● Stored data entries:
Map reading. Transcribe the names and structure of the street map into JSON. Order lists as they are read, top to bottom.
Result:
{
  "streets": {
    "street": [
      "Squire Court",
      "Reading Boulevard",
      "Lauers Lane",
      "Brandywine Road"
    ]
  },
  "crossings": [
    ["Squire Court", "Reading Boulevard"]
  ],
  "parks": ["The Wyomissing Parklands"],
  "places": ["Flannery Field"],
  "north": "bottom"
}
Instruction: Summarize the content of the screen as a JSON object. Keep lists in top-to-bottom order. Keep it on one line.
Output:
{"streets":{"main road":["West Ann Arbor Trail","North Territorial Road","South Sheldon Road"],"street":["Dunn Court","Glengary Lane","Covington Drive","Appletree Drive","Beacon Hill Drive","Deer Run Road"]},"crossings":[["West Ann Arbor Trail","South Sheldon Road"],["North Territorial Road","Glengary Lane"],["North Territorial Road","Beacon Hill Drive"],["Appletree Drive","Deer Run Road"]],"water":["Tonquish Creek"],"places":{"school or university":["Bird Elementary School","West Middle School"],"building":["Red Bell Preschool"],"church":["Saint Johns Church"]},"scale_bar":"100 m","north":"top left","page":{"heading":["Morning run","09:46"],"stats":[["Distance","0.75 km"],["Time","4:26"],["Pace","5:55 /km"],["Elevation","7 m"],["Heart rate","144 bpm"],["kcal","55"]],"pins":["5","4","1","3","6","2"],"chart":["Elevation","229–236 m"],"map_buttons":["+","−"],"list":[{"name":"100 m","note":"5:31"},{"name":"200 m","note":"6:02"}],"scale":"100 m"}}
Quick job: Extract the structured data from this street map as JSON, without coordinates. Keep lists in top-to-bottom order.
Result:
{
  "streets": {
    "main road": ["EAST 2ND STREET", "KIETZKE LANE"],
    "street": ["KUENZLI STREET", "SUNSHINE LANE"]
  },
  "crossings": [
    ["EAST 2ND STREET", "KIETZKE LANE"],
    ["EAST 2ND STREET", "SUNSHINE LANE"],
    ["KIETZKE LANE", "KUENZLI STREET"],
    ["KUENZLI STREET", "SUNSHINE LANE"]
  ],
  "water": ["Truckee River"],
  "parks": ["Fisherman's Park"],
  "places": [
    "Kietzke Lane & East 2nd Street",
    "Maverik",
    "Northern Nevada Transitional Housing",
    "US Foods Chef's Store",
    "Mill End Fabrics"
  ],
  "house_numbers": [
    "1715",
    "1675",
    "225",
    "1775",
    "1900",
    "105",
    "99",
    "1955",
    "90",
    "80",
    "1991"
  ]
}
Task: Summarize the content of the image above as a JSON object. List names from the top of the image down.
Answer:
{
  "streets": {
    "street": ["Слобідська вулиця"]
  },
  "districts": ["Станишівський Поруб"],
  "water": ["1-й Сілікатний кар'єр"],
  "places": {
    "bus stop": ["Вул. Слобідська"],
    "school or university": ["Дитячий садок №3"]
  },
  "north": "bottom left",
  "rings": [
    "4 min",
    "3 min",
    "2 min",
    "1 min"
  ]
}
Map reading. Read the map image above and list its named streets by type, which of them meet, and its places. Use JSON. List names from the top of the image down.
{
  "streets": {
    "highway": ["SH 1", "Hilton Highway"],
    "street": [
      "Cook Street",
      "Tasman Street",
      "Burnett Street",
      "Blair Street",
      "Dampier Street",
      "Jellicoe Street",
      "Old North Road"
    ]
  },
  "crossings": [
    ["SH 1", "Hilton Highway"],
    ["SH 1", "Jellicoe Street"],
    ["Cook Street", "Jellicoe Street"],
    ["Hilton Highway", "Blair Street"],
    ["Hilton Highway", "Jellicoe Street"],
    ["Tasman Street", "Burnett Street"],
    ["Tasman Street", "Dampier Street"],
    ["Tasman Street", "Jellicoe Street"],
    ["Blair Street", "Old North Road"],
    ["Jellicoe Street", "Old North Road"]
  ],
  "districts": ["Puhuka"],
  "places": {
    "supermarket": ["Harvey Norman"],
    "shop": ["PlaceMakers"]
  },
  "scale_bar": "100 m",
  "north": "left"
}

● TASK INSTRUCTIONS: Find and count the lines of the data that include the string "Keep", and report that figure by itself.

● ANSWER TO THE PROBLEM: 2